Nonlinear electro-thermo-mechanical dynamic behaviors of a supersonic functionally graded piezoelectric plate with general boundary conditions

A unified analytical model is developed to investigate the nonlinear aeroelastic behaviors of a supersonic functionally graded piezoelectric material (FGPM) plate with general boundary conditions under electro-thermo-mechanical loads. The formulation is derived by first-order shear deformation theory (FSDT) and supersonic piston theory, and the geometrical nonlinearity is considered based on von Karman large deformation theory. The motion equations of the supersonic FGPM plate are obtained through Hamilton principle and a modified Fourier series with auxiliary functions is employed to satisfy the possible mechanical and electric boundary conditions. Nonlinear aeroelastic responses of the FGPM plate are solved via Newmark integration technique combined with Newton-Raphson iterative scheme. Convergence and comparison studies show that the proposed model has sufficient accuracy in predicting aeroelastic stability and nonlinear dynamic responses as well as possess reliability in handling arbitrary boundary conditions.

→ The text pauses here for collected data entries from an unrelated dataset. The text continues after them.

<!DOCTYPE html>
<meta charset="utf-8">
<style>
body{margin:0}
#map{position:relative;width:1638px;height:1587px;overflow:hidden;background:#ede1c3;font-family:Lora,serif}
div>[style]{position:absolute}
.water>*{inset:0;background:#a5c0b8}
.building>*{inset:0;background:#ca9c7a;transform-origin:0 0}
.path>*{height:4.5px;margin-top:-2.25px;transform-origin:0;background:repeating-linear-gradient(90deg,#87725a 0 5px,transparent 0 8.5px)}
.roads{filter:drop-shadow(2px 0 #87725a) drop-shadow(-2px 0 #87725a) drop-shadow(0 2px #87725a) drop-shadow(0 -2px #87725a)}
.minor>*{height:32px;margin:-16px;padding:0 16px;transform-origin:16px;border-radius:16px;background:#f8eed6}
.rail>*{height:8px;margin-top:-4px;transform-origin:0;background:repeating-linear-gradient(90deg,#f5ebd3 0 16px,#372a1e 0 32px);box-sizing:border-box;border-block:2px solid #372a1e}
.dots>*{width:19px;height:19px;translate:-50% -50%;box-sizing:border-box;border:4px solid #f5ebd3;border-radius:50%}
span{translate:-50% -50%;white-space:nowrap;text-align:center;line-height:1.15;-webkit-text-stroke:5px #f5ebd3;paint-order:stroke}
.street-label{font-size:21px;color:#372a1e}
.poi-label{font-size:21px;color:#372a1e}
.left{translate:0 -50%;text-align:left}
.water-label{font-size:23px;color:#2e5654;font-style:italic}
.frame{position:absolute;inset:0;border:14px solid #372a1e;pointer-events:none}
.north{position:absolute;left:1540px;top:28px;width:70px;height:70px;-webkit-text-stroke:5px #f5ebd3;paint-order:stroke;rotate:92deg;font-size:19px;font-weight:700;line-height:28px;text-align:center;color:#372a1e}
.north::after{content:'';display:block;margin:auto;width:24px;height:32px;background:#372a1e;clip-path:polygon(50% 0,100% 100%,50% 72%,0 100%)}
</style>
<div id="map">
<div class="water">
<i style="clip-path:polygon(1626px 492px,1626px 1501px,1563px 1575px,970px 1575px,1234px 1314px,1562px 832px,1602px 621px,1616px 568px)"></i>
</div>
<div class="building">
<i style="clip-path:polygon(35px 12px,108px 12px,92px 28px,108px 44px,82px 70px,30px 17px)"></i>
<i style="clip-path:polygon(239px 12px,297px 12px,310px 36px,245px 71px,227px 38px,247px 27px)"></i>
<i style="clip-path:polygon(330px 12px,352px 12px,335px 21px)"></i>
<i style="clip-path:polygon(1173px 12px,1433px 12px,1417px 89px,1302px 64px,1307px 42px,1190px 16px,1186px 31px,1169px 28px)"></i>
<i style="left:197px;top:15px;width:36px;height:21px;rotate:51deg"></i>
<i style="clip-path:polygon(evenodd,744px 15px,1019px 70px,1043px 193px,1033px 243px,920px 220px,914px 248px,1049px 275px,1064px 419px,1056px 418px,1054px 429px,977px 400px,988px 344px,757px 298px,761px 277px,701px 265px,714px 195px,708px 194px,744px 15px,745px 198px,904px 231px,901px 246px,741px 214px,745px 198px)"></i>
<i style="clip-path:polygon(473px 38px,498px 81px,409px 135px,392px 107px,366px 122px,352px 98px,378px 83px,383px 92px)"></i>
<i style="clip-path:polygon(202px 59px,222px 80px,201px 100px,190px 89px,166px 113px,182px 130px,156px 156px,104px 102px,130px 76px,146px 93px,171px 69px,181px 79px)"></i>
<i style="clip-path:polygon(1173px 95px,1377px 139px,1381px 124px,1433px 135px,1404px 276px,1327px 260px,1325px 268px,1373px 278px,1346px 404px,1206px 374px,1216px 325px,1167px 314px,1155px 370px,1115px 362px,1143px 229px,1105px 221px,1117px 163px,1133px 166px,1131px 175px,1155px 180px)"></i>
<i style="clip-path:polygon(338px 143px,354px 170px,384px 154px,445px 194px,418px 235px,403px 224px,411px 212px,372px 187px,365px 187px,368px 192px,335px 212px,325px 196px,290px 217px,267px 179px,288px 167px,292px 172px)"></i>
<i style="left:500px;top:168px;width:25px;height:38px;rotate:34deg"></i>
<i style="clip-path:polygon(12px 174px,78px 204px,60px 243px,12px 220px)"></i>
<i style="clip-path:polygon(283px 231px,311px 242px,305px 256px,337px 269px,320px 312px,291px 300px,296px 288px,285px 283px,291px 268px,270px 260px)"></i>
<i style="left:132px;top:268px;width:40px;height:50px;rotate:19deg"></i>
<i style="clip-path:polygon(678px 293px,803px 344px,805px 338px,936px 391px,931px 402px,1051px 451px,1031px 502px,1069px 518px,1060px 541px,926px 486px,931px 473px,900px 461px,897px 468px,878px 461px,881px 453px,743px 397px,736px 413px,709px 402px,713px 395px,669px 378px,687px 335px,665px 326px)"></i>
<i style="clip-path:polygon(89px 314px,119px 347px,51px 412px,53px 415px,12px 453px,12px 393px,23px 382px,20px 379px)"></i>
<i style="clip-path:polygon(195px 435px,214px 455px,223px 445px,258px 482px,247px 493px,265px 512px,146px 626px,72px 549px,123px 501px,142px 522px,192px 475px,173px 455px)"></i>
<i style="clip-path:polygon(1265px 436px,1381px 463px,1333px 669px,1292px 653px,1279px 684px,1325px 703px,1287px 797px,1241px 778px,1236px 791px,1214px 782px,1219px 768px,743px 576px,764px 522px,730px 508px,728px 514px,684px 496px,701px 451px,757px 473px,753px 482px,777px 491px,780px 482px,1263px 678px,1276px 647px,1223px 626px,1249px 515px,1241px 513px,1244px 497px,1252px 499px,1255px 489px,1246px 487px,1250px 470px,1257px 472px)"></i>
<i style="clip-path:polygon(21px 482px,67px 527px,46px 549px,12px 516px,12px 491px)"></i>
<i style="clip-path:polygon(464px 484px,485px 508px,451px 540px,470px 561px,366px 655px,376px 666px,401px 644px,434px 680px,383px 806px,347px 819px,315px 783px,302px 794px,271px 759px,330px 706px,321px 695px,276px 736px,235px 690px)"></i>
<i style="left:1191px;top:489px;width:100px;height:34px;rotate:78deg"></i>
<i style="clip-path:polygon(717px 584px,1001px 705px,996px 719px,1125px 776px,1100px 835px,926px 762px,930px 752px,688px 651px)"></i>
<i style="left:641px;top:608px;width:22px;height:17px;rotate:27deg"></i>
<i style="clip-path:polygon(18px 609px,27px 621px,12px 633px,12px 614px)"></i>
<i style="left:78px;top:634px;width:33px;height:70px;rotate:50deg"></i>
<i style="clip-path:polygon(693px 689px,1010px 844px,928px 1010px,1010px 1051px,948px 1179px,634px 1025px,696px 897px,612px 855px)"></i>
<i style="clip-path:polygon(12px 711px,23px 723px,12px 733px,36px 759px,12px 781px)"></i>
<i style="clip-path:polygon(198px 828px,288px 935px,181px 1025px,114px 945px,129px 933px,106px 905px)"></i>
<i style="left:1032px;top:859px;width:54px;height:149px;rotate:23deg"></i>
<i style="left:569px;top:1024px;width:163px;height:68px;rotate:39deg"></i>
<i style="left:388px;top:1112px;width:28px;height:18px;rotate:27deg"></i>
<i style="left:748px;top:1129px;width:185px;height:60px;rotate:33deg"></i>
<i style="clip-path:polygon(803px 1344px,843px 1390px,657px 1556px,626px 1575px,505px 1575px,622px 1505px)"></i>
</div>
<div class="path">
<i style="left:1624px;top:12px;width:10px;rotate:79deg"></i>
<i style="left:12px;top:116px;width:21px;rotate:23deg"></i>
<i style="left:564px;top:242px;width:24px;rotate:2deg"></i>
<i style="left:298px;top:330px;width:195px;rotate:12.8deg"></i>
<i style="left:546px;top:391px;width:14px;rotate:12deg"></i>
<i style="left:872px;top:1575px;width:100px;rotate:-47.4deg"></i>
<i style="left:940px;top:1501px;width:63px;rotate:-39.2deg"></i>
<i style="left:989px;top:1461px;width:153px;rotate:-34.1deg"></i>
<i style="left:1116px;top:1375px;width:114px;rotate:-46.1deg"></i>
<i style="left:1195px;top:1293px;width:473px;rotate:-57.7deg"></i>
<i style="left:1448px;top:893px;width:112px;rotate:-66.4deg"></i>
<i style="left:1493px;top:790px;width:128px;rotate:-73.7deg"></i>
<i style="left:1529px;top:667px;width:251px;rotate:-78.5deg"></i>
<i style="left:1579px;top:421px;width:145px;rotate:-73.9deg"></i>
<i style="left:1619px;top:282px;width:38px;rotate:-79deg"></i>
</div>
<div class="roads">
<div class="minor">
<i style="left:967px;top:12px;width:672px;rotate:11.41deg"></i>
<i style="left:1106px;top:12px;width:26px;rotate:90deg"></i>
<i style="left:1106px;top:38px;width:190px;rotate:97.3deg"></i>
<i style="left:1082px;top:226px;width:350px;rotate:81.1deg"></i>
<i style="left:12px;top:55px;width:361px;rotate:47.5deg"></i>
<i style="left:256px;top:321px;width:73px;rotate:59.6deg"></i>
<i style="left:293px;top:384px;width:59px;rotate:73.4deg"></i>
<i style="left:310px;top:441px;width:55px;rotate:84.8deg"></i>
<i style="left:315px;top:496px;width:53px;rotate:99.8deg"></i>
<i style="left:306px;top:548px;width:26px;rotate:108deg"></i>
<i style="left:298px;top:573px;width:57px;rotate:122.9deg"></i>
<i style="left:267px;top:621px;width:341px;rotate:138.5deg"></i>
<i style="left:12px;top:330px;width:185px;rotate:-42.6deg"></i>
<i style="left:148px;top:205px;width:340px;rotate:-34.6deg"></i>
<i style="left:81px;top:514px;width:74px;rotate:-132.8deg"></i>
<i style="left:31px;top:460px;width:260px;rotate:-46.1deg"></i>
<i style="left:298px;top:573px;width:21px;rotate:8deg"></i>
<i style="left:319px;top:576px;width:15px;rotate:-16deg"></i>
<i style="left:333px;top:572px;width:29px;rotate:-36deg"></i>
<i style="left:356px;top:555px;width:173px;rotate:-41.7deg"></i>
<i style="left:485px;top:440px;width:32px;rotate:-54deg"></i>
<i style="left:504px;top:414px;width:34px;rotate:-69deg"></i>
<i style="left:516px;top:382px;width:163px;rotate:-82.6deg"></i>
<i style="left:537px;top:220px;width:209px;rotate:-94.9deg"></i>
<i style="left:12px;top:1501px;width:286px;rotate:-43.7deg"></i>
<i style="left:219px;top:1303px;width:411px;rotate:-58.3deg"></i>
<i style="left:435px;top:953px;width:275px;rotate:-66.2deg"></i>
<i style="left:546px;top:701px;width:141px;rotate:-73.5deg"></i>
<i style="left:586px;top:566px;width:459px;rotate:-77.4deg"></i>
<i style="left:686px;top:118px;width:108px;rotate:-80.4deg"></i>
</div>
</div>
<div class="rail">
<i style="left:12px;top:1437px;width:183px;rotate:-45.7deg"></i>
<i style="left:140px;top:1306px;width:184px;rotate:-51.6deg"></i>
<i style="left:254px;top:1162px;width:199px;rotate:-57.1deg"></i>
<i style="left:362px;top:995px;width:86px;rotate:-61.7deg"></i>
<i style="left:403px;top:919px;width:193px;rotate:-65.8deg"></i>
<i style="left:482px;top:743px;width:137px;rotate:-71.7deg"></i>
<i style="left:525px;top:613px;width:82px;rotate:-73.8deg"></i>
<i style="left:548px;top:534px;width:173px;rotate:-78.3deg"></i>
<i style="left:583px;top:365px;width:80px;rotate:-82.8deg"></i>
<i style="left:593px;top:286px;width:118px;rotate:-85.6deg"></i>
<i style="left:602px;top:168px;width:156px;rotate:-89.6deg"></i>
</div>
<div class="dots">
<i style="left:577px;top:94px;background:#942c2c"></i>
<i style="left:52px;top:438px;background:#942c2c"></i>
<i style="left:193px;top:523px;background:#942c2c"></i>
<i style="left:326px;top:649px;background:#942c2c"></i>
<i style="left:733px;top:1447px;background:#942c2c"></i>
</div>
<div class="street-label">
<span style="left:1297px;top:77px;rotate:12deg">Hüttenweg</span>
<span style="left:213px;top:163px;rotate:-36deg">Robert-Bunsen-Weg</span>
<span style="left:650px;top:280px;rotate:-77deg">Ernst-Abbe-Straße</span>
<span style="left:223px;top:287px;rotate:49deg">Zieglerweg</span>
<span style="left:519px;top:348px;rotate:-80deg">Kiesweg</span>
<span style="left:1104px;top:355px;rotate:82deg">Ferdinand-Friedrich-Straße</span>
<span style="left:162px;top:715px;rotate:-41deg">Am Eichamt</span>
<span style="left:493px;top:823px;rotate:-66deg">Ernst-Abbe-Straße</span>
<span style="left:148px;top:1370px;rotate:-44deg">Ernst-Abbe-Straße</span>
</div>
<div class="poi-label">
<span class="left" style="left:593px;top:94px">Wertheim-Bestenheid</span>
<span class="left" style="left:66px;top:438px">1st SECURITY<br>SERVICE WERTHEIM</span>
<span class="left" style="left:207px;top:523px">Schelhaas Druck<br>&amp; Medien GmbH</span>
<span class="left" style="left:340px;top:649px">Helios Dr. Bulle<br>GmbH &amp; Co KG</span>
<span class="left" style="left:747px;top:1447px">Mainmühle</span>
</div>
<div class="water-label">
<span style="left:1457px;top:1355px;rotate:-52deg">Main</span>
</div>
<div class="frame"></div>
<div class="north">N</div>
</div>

Numerical examples are carried out to demonstrate that several key parameters can significantly affect flutter and thermal buckling of the plate. Additionally, the effects of thermal and electric loads on limit cycle oscillation and dynamic bifurcation of nonlinear FGPM plate are examined. A higher temperature rise can result in the transition of the system from stable to chaos and more complicated evolution of dynamic motions.